Google AdWords - How About Total Control Over Geo-Targeting?
Recently E-Power discovered that one of our client's Google AdWords programs which we specifically Geo-Target to California was receiving impressions and clicks from outside the designated target area. This was taking place when a geo-specific qualifier was added to the search query.
For example, E-Power only wanted to serve ads for a law firm practicing in California to potential clients in California. Since the client is only licensed in California, out of state leads are not beneficial to them. Thus, any out of state traffic was of no benefit.
Based on solid key phrase research, testing and the fact that the client in question only does business in California, this geo-targeting-based query parsing is having a less than positive effect on the overall campaign in terms of wasted money and lowering of the overall Quality Score. Let me elaborate.
As a Business - The client in question only does business in California and as I stated above, outside leads are not beneficial.

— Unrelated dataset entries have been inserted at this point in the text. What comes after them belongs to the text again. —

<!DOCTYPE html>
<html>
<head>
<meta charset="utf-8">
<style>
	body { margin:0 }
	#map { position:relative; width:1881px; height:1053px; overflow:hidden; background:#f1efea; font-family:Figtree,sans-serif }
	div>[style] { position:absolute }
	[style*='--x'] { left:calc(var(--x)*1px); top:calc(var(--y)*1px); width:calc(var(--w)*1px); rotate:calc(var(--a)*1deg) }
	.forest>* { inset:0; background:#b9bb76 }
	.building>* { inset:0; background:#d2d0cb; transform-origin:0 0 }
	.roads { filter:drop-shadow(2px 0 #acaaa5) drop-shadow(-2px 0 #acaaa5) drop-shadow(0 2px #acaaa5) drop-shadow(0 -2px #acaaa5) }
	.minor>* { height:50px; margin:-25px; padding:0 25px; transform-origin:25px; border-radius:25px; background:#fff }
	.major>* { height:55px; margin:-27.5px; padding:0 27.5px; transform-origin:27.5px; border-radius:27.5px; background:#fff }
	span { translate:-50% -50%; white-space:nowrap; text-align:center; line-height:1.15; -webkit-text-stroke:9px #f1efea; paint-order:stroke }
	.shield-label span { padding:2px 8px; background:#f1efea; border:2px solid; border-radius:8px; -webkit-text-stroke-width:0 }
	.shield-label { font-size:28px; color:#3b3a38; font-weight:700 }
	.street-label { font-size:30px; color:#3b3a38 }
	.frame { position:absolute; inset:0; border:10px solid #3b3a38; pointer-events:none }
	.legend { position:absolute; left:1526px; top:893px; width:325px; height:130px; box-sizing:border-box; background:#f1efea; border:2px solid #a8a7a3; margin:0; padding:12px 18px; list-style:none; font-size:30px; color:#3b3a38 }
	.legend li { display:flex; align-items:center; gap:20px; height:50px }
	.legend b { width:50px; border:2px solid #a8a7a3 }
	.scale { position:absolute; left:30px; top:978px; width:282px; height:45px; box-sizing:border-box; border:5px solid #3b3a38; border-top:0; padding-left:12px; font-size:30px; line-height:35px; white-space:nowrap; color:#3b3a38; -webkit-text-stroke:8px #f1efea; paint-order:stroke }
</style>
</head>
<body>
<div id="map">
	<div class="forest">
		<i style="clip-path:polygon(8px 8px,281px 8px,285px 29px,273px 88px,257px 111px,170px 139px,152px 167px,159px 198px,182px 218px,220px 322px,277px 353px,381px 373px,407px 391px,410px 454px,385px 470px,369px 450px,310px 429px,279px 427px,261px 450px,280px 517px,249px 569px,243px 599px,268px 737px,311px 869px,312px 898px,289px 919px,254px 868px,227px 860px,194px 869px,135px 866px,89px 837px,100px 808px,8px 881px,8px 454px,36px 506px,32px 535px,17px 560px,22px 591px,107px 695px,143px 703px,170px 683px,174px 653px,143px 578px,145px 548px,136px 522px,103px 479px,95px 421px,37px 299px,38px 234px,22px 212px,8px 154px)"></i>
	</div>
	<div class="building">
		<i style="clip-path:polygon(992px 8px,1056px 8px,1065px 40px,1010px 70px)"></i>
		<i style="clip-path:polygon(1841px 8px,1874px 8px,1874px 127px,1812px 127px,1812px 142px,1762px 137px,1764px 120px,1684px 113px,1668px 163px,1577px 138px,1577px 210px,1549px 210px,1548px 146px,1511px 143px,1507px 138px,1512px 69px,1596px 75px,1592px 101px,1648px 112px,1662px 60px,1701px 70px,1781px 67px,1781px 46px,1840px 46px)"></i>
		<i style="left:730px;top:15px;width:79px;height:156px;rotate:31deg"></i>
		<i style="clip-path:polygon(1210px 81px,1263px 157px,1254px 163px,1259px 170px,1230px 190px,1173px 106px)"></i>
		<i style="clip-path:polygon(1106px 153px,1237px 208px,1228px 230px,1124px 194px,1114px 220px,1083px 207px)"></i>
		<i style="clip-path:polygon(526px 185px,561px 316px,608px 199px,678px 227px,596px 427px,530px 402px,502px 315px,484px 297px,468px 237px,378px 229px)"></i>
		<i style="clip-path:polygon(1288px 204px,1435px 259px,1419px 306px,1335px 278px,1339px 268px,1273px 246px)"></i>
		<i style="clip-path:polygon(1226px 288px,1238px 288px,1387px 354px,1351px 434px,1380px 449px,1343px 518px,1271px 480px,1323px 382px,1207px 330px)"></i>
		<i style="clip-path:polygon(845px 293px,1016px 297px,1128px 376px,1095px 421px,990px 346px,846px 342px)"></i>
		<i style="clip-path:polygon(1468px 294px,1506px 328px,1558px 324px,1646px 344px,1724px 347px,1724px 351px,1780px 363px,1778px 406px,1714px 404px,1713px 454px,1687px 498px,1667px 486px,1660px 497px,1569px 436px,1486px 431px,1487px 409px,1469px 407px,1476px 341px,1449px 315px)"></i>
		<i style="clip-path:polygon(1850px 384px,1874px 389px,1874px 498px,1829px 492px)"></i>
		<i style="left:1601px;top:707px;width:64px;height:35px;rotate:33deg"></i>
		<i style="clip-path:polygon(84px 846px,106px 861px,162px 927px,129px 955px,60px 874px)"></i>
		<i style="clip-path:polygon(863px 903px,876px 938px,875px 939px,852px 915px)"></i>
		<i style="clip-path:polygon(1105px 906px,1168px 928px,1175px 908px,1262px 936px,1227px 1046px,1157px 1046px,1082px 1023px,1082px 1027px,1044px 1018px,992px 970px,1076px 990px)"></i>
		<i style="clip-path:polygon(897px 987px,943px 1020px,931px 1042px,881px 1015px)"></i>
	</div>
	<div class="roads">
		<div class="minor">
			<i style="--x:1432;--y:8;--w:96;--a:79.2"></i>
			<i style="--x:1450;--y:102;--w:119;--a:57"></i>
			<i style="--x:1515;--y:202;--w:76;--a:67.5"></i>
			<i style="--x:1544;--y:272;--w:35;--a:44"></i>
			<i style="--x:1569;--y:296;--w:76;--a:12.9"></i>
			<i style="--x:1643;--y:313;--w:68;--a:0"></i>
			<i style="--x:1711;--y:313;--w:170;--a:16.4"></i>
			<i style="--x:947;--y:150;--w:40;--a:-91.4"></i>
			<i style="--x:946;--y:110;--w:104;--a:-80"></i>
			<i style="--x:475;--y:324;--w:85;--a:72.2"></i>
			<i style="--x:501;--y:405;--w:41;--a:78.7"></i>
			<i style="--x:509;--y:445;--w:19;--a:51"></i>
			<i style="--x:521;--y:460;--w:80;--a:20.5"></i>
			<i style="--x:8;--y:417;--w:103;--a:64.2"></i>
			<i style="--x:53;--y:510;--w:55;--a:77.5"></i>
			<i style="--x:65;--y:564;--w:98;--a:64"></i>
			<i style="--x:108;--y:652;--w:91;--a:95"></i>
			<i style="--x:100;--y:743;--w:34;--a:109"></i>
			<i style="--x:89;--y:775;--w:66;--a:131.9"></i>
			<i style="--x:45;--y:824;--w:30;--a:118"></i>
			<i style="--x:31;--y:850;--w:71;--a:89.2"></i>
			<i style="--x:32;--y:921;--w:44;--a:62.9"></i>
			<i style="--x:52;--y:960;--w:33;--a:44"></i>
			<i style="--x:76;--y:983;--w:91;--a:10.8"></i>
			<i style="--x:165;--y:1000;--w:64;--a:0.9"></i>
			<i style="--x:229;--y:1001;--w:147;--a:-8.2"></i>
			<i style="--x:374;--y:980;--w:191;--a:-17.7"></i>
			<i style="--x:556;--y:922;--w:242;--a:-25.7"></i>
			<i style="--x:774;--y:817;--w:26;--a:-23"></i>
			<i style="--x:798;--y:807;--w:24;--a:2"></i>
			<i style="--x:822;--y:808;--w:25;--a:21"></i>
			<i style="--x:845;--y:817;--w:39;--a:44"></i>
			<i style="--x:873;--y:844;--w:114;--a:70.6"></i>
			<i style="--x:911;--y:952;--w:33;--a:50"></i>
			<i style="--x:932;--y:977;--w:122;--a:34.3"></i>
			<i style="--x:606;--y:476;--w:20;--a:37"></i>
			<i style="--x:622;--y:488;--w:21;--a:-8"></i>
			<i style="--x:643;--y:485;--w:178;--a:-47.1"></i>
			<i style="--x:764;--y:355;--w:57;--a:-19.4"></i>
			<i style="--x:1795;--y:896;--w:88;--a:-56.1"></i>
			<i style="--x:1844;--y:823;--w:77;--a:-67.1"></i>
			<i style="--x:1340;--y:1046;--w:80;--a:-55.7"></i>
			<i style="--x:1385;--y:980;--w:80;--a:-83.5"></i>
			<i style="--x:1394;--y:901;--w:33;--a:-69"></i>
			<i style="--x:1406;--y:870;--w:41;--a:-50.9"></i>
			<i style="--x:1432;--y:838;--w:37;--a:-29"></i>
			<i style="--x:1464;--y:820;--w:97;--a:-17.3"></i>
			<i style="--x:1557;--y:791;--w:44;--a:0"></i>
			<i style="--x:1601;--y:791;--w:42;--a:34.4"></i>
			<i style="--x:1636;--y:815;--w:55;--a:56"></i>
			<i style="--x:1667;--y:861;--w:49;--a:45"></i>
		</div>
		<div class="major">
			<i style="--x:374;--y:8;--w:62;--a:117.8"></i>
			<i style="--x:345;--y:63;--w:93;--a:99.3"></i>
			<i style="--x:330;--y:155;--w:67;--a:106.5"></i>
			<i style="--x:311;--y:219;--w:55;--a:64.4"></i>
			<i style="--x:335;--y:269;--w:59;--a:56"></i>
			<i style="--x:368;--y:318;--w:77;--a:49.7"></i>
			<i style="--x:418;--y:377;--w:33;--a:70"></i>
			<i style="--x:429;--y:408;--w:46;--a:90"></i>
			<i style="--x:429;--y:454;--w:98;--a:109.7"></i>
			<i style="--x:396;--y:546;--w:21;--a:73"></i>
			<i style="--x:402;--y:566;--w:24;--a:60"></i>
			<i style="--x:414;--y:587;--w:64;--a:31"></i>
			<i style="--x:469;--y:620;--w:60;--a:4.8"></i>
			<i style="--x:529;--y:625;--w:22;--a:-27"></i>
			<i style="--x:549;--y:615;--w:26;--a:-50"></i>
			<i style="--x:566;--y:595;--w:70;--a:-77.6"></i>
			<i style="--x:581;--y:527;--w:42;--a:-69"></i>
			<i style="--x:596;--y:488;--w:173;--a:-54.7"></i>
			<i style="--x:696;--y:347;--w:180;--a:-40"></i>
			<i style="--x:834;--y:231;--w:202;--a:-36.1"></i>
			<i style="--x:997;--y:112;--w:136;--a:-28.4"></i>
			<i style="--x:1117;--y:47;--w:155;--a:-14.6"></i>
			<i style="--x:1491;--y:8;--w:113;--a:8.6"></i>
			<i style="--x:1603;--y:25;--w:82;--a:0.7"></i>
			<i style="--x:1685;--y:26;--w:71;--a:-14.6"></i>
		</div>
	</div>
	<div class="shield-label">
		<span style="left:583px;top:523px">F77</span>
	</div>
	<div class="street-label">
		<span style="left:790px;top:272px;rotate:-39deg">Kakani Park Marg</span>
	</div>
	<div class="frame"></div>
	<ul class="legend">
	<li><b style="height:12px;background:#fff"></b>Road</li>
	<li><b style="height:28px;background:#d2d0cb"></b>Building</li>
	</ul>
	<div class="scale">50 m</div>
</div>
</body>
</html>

Quality Score - is affected as impressions are accumulated outside of the practice area. Since Google adds the qualifier under the ad copy (in this case California), the Click Through Rate for the ads will be extremely low, thus lowering the overall Quality Score for the particular search phrase. In the end, this caused the client to pay more for what they thought was a well targeted campaign focused on California.
Wasted Money - Combine the two points above.
Now this geo-targeting example may not be a problem for all advertisers, but in this case it was. Don't get us wrong, E-Power realizes that some advertisers may see a benefit from these extra searches as a lack of research or uncertainty of influence outside the targeted region may play a factor.
The solution - leave the feature on as a default setting so that inexperienced advertisers have the potential to capture these extra leads. But for advanced search marketers who have done the due diligence in testing and research, give us an option to turn it off.